Whenever a line in the data holds the string "VENTURA", copy that line.

= Beginning of Section =

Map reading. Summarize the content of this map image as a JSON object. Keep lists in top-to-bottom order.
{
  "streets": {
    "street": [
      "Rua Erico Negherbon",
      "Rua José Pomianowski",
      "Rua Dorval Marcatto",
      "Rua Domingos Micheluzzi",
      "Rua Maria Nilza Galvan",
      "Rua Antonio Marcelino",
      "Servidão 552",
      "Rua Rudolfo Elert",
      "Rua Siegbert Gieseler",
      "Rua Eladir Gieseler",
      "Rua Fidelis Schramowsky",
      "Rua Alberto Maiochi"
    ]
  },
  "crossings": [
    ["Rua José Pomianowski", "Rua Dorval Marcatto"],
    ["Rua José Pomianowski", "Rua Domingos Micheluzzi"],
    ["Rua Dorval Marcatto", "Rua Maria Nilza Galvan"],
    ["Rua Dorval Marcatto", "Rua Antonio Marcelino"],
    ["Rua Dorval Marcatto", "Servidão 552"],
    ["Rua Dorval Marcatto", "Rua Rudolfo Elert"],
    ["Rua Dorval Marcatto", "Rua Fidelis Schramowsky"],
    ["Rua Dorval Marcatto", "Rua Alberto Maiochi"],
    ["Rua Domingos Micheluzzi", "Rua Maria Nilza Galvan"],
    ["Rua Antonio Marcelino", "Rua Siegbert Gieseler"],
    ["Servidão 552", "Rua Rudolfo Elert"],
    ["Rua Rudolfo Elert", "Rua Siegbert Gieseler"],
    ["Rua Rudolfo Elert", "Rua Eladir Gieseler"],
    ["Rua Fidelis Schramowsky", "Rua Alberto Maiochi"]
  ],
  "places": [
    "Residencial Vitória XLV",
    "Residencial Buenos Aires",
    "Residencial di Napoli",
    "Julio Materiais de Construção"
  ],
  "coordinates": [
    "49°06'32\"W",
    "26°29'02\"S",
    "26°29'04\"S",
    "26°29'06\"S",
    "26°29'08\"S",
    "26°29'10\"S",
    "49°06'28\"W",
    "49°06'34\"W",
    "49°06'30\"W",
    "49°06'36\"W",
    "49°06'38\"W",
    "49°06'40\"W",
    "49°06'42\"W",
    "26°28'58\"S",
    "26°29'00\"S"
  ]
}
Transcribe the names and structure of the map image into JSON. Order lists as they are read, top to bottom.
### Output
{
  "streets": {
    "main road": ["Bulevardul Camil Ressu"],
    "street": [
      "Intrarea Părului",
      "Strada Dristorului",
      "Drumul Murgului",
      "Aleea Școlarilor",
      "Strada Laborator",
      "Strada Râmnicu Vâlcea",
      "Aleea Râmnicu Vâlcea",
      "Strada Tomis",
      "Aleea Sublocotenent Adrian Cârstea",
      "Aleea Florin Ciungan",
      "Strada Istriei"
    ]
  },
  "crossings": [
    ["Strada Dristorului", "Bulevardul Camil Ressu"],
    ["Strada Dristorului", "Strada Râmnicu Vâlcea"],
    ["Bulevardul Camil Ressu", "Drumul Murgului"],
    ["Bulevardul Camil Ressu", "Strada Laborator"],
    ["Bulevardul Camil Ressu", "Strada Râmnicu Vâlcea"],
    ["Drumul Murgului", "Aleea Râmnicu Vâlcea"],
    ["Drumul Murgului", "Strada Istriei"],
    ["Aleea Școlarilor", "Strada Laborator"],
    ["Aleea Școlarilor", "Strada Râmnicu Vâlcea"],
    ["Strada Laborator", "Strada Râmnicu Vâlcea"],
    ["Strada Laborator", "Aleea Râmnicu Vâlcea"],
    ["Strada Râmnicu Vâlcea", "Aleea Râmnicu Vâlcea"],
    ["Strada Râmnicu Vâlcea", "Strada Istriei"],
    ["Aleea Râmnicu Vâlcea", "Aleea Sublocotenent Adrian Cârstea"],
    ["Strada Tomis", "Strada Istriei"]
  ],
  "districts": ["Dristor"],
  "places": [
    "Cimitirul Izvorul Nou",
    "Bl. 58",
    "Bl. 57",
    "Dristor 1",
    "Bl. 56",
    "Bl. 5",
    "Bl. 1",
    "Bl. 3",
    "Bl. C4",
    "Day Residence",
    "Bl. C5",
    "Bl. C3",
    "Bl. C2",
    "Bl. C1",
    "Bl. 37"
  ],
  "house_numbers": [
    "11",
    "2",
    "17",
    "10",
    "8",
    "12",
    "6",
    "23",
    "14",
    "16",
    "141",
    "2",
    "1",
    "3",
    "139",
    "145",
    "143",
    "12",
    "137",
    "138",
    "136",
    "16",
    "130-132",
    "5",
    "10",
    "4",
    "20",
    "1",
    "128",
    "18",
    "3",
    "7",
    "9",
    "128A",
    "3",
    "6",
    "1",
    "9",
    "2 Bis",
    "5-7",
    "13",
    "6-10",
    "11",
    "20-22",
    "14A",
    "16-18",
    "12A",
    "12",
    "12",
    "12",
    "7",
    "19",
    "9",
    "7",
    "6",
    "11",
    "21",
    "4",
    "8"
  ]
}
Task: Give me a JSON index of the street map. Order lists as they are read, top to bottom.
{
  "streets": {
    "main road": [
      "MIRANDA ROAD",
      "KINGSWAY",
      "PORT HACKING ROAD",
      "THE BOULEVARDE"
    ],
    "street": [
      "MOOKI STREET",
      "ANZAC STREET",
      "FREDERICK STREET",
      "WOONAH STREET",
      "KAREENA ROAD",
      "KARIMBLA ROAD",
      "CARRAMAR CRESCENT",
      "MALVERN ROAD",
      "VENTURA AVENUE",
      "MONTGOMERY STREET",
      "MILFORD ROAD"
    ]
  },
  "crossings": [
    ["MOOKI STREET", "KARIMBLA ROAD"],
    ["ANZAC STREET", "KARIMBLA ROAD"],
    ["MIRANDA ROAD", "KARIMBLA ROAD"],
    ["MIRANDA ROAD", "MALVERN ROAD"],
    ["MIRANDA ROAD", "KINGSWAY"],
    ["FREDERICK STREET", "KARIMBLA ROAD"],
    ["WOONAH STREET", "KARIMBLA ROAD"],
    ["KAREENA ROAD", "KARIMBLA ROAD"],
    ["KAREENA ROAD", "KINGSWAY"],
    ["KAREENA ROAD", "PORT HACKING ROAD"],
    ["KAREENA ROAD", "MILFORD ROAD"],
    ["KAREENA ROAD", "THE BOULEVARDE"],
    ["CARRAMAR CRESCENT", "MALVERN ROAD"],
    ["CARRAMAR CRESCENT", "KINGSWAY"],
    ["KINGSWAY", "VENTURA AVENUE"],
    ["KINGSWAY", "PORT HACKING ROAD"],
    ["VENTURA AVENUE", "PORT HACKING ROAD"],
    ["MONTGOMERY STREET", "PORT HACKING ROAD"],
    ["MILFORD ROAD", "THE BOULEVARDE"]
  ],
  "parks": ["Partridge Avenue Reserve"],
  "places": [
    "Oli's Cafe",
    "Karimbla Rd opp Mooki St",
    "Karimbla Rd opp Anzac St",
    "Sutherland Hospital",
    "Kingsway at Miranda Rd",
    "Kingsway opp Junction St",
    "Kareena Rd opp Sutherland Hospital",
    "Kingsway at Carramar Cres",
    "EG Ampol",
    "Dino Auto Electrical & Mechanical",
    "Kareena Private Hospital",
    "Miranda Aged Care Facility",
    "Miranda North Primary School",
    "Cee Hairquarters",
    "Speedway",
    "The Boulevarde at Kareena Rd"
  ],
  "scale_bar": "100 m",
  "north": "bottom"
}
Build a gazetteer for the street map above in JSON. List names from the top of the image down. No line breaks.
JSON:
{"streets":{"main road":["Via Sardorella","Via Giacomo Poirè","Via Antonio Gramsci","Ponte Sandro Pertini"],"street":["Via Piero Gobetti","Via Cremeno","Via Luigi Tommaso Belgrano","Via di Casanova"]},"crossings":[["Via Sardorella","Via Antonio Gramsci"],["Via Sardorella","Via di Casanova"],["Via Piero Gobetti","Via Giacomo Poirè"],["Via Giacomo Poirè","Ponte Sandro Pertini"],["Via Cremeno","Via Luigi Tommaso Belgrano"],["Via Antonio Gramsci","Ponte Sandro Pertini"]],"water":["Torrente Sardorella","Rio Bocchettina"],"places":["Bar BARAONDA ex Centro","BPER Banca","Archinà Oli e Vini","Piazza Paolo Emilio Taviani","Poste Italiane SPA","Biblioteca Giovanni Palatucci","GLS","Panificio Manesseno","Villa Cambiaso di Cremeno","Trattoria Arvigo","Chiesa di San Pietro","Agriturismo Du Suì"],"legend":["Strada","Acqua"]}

= End of Section =

_Output for this task_:
      "VENTURA AVENUE",
    ["KINGSWAY", "VENTURA AVENUE"],
    ["VENTURA AVENUE", "PORT HACKING ROAD"],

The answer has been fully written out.